**What the task asks**
Which lines of the entries contain the word "data"? Please list them.

[Saved entries]
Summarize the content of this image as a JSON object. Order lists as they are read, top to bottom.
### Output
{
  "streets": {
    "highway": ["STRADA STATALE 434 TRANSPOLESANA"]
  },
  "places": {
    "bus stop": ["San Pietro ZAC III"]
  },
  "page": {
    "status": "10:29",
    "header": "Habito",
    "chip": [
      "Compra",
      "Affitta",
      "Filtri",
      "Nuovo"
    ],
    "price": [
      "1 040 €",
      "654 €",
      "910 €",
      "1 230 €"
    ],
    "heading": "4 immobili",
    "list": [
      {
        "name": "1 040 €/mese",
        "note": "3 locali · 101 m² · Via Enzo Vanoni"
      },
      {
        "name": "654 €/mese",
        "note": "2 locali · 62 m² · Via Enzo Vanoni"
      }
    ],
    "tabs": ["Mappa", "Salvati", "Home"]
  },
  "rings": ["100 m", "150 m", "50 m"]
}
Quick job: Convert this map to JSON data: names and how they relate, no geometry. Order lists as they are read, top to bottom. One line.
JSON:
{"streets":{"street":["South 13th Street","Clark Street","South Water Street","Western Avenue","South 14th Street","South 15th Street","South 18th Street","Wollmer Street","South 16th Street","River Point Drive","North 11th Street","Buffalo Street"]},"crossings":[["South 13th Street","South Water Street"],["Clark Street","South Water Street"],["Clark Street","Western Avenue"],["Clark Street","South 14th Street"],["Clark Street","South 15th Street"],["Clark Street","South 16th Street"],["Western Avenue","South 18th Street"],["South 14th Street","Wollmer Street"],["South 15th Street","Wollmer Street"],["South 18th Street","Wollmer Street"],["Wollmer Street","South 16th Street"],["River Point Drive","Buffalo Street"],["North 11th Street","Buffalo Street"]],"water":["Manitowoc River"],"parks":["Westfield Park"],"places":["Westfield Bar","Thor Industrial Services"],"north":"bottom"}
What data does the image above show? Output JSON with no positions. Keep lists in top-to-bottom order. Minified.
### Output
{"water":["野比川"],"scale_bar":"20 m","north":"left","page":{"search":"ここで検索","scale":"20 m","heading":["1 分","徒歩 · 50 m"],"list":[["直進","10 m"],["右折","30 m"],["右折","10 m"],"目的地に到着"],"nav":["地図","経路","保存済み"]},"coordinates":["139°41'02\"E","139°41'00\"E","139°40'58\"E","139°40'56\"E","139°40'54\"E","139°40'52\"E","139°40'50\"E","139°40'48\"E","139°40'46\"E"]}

**Result for this task**
Quick job: Convert this map to JSON data: names and how they relate, no geometry. Order lists as they are read, top to bottom. One line.
What data does the image above show? Output JSON with no positions. Keep lists in top-to-bottom order. Minified.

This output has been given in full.